Sorry maybe I missed the memo, but is this how things get “cancelled”?
I was just pointing out that the domain is tied to a sad history.
At no point do I advocate for/against using it, nor did I pass any judgment on people who choose to use it.
The only opinion expressed in my comments is that the way the British and American governments have behaved is bad. If you take issue with that, let’s discuss but please don’t put words in my mouth.
Yes, associating tangentially-related controversies with previously innocuous topics is how things get canceled. Bringing up topics like this on a post about emoji emails implies that you want the conversation to flow in a certain direction; that's how conversation works. It's only missing Twitter and the word "problematic."

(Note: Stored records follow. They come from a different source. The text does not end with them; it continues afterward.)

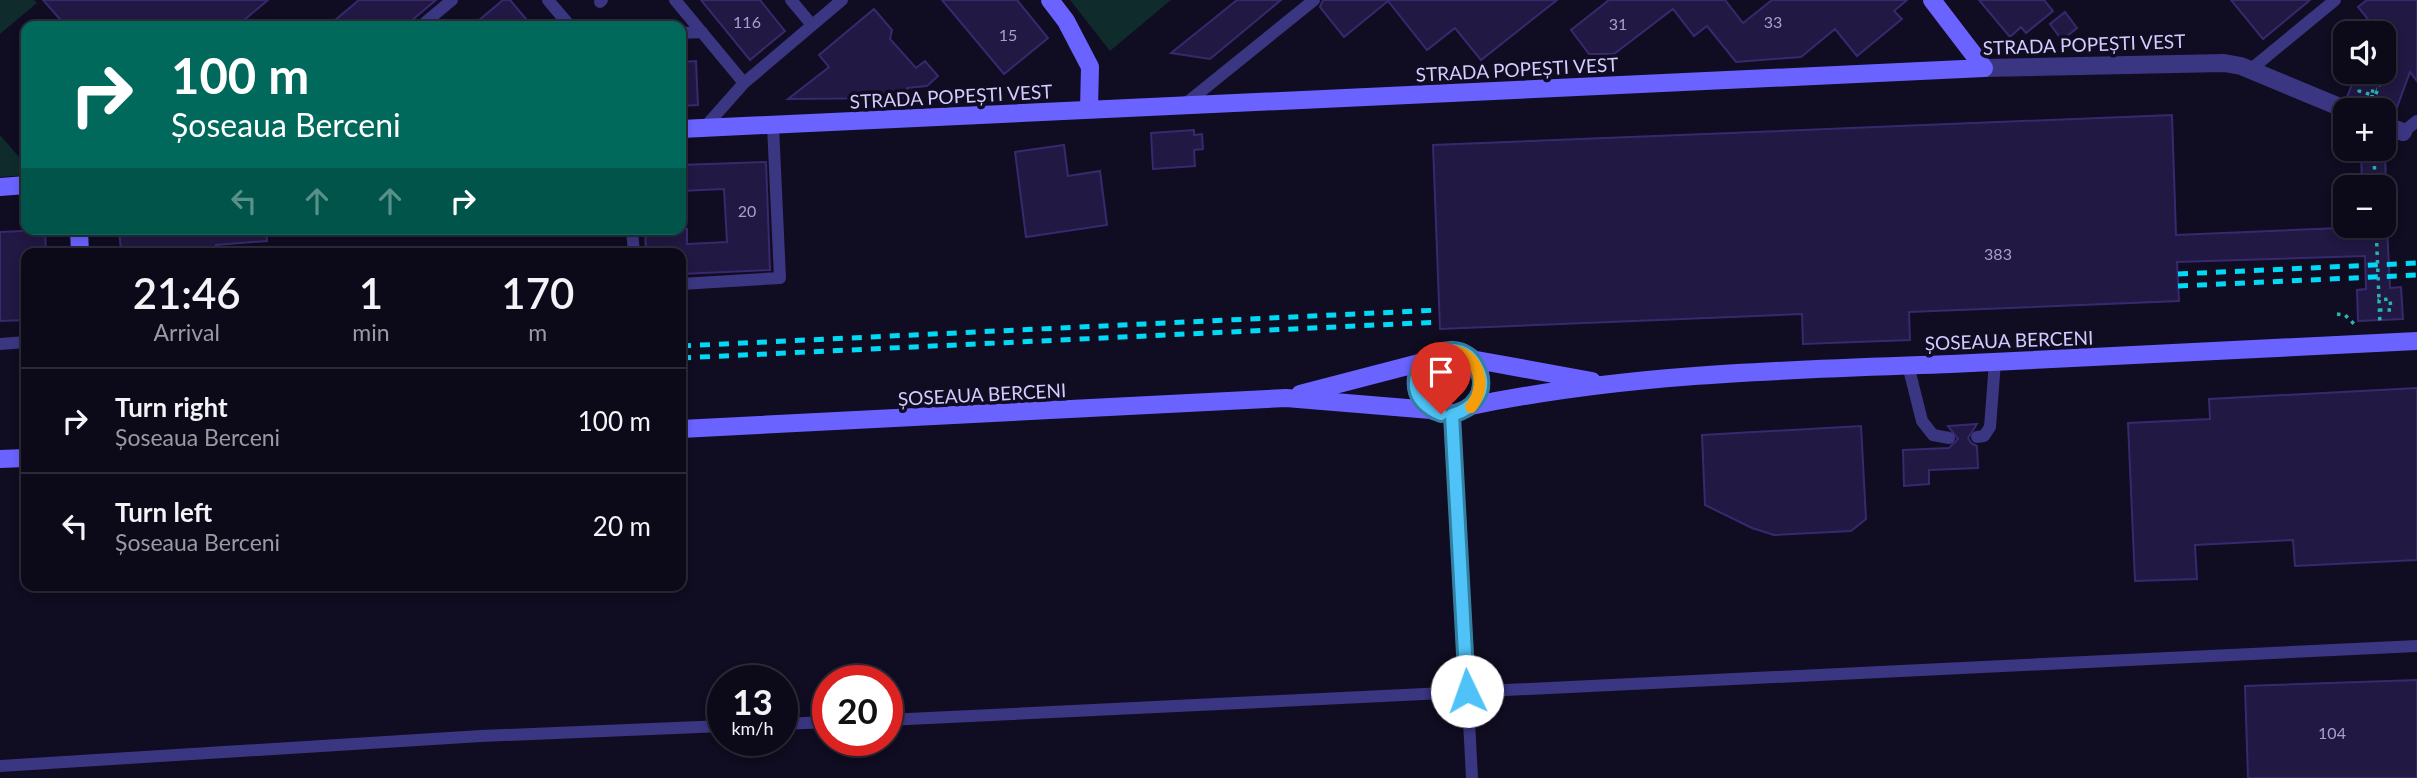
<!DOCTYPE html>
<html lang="en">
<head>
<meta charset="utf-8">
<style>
  :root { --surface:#0c0919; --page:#151222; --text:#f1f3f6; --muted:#9a9aa2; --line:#2c2a38 }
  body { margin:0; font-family:Lato,sans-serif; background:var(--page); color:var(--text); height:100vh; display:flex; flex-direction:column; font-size:26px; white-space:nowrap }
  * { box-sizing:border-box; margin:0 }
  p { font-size:23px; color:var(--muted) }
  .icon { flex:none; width:38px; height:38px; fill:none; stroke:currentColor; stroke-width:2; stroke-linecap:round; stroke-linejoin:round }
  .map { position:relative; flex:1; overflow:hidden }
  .sheet { position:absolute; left:21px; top:248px; width:665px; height:343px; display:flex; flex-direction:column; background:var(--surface); border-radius:14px; box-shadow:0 4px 10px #0003,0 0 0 2px var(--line) }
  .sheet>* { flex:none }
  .hud { position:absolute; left:21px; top:21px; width:665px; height:214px; border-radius:14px; box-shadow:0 4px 10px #0003,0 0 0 2px var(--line); background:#00695c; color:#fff; overflow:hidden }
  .buttons { position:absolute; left:2333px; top:21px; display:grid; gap:14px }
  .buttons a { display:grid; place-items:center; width:63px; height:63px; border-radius:14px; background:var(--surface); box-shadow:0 4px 10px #0003,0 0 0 2px var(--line); font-size:35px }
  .speed { position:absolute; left:707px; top:665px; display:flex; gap:14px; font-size:35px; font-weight:700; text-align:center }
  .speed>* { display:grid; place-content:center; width:91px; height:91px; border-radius:50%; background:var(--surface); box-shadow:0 4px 10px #0003,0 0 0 2px var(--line); line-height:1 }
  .speed small { font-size:18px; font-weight:400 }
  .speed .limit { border:10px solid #d22; background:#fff; color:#111 }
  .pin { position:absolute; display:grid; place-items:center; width:60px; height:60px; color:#fff; margin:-72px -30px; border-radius:50% 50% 50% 0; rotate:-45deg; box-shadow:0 0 7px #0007 }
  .pin .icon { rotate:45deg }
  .me { position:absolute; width:77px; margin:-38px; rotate:357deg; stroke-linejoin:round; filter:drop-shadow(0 0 5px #0008) }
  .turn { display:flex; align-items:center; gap:24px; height:147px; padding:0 35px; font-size:32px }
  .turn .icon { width:91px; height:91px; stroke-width:2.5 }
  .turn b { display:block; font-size:49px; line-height:60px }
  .lanes { display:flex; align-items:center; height:66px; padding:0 35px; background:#0003; justify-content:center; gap:35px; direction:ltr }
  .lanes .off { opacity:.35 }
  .eta { display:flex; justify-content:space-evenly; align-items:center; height:119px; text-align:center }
  .eta b { font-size:42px; font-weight:600; line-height:49px }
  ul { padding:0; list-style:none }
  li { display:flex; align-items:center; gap:21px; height:105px; padding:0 35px; border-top:2px solid var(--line) }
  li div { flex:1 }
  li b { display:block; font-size:26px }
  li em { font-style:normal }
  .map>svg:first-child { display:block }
  .green { fill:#0f2b2b }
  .building { fill:#211843; stroke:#38296f; stroke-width:2 }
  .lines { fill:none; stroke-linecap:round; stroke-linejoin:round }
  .path { stroke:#2ab6b0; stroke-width:3.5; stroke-dasharray:3.5 5; stroke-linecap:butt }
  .lane { stroke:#3a3682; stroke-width:12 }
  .street { stroke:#3a3682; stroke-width:18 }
  .secondary { stroke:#6a63ff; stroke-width:18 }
  .rail { stroke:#00daf7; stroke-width:5; stroke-dasharray:10 9; stroke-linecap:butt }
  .path-bridge { stroke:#2ab6b0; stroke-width:3.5; stroke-dasharray:3.5 5; stroke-linecap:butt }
  .route-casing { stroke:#337fa1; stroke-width:18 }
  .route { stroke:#4fc3f7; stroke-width:12 }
  .slow { stroke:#f59e0b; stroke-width:12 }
  .labels { text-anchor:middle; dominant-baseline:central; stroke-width:7; stroke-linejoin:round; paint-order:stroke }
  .number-label { font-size:16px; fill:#a69fd0 }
  .street-label { font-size:19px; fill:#d3ccff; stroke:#100c21 }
</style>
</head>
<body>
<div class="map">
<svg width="2417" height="778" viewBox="0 0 2417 778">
  <rect width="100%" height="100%" fill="#100c21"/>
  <!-- green -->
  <path class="green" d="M0 0H34L37 3 0 34Z
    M1070 0H1171L1110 51Z
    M0 135 26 165V175L0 177Z"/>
  <!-- building -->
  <path class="building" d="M43 0H268L237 26H66Z
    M359 0H436L405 26H328Z
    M503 0H510L532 26H472Z
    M701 0H760L785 31 750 60Z
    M942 0H1017L1048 38 1004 74Z
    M1237 0H1281L1210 59 1171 53Z
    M1323 0H1557L1481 60 1455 28 1427 50 1388 1 1344 37 1320 7Z
    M1609 0H1725L1743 23 1772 0H1907L1894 11 1902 19 1857 56 1835 29 1801 57 1736 62 1707 26 1694 36 1673 9 1614 54H1589L1571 30Z
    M1979 0H2044L2053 11 2026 33 2021 27 2010 37Z
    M2231 0H2310L2263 39Z
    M2367 0H2417V81L2410 72 2396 110H2359V102L2347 97 2357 72H2384V33H2379L2358 7Z
    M874 9 892 30 890 39 916 68 925 61 938 76 927 86 907 88 908 98 788 99 829 67 819 55Z
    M2065 12 2077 28 2062 40 2050 24Z
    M696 61 698 105 681 106V62Z
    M2172 115 2176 235 2387 226 2390 288 2401 287 2403 319 2358 321 2357 290 2366 289 2365 256 2177 262 2179 301 1909 312 1910 340 1803 344 1802 314 1440 329 1433 145Z
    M1194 130V135L1202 134 1203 149 1194 150 1195 166 1153 169 1151 133Z
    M1064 145 1068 176 1100 171 1107 225 1026 237 1015 152Z
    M2361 149H2385L2386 187H2362Z
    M766 162 770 270 681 274V254H646L645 229H687V244L727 242 724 189 681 191V165Z
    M119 229H266L267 241 216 245V254H151V249L121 251Z
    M45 230 46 254H26V320L0 321V232Z
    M2417 388V560L2295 566 2293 540 2195 545 2197 579 2135 581 2128 423 2210 419 2209 399Z
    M1977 424 1968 438 1971 443 1977 446 1978 468 1929 470V484L1904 486 1903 450 1949 448 1958 439 1948 426Z
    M1861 426 1866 519 1851 531 1774 535 1752 528 1705 505 1702 435Z
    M2417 680V778H2248L2245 686Z"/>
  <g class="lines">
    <!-- path -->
    <path class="path" d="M2370 110 2380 83 2364 77 2359 91 2372 95 2373 88 2377 89
      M2374 149 2375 187
      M2379 310H2391L2390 299 2379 300 2380 325
      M2337 314 2345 315 2355 325"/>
    <!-- lane -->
    <path class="lane" d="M548 0 570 26
      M675 0 744 83
      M791 0 812 25
      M600 2 602 0
      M421 26 452 0
      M681 33 702 32
      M2250 70 2335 0
      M1184 105 1314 0
      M704 128 744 83 842 0
      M2403 132 2417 121
      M632 229 634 254
      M681 284 780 278 773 126
      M0 344 26 342
      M1908 365 1922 421 1933 435 1949 438
      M1453 415 1472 778
      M1977 437 1984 436 1990 427 1995 362
      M887 720 2417 646
      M782 724 828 722
      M0 766 481 736 723 726"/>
    <!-- street -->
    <path class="street" d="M1984 68 2224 63 2241 66 2347 110
      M2384 125 2403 132"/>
    <!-- secondary -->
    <path class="secondary" d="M1050 0 1066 21 1090 67 1089 109
      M1932 0 1984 68
      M681 129 1984 68
      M0 187 26 185
      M79 229 80 254
      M1471 359 1592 381
      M1300 394 1423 362
      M1471 406C1629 373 1790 370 1951 364 2107 357 2262 348 2417 341
      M681 429 1286 398 1431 410C1454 419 1483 409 1481 380 1476 321 1379 363 1431 410
      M0 459 26 458"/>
    <!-- rail -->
    <path class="rail" d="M2178 274 2417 263
      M2178 286 2417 275
      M681 346 1439 310
      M681 358 1440 322"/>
    <!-- path-bridge -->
    <path class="path-bridge" d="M2372 95V110
      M2376 226 2379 300"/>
  </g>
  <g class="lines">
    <!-- route casing -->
    <g class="route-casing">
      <path id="route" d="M1441 414C1376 387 1455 315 1478 370 1488 392 1473 409 1452 415L1467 691"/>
    </g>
    <!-- route -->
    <use href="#route" class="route"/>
    <!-- slow -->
    <path class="slow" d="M1434 354C1470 339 1493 379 1471 407"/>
  </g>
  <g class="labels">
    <!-- number labels -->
    <g class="number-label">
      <text x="747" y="21">116</text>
      <text x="1773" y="21">33</text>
      <text x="1618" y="23">31</text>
      <text x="1008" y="34">15</text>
      <text x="747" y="210">20</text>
      <text x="1998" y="253">383</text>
      <text x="2332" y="732">104</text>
    </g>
    <!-- street labels -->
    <g class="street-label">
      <text transform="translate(2084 44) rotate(-2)">STRADA POPEȘTI VEST</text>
      <text transform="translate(1517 69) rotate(-3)">STRADA POPEȘTI VEST</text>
      <text transform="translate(951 96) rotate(-3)">STRADA POPEȘTI VEST</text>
      <text transform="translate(2009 340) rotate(-2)">ȘOSEAUA BERCENI</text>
      <text transform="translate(982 394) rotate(-3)">ȘOSEAUA BERCENI</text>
    </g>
  </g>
</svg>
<div class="buttons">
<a><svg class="icon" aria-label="sound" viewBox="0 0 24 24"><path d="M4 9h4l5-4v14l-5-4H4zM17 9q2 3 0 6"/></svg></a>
<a>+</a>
<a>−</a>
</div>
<div class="speed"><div>13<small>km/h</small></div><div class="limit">20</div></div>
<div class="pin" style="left:1441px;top:414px;background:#d93025"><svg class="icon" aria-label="arrive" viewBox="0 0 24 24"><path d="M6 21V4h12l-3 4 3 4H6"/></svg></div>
<svg class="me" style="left:1467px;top:691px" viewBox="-20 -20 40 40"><circle r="19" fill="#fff"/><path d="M0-13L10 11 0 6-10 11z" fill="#4fc3f7"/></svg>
<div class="hud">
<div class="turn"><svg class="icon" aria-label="right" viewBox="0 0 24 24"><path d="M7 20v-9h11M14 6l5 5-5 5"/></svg><div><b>100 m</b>Șoseaua Berceni</div></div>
<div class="lanes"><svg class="icon off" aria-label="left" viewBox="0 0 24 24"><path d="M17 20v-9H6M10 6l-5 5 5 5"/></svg><svg class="icon off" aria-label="ahead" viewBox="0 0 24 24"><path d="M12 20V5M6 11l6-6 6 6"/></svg><svg class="icon off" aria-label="ahead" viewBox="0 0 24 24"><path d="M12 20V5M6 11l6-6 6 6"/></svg><svg class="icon" aria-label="right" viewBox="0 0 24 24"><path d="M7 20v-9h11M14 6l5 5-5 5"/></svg></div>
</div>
<section class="sheet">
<div class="eta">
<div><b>21:46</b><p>Arrival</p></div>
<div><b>1</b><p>min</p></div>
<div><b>170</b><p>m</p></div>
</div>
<ul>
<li><svg class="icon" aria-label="right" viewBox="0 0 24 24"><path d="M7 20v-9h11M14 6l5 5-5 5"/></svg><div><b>Turn right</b><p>Șoseaua Berceni</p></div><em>100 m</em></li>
<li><svg class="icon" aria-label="left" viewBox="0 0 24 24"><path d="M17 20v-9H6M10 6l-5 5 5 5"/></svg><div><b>Turn left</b><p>Șoseaua Berceni</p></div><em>20 m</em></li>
</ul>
</section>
</div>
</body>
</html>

Not everything has to be “cancelled” but if you are buying a domain, you should probably inform yourselves of what that TLD represents since people you’re communicating with might and might not look too favorably on its use.
Let's say you're running a startup and decided to be hip and get an io domain. You reach out to a potential major client who happens to be of Chagossian descent.
They probably wouldn't care for your interpretation of the domain, they just see you supporting the people who relocated their entire group of people from their native homeland.
So, yes, you should be well aware of what the io domain represents and who you're supporting when buying one. Because it might bite you in the ass down the line and could have easily been avoided by just getting a different one without a storied past.
No "cancelling" going on, but just like a lot of other things, it's a risk that should be taken into account.
> they just see you supporting the people who relocated their entire group of people from their native homeland.
I'll take "Things that you'll never have to worry about IRL for 1000$ Alex" This reads like satire. What cross-circles of people who happen to recognize the .io and know its associated with a TLD for a country or nation and also happen to not know it's other innate purpose of representing input/output? This is as ridiculous as worrying about having a brand with a .tv domain and a negative perception of those from the Tuvalu island.
I have purchased some domains for myself and my friends based on that rule, like rubinste.in, fedorovi.ch, or oba.ma (not real names). They thought it's cute but didn't hold them for long.
A friend with a last name that ends in ..skova wasn't so lucky as Vatican doesn't sell domain names.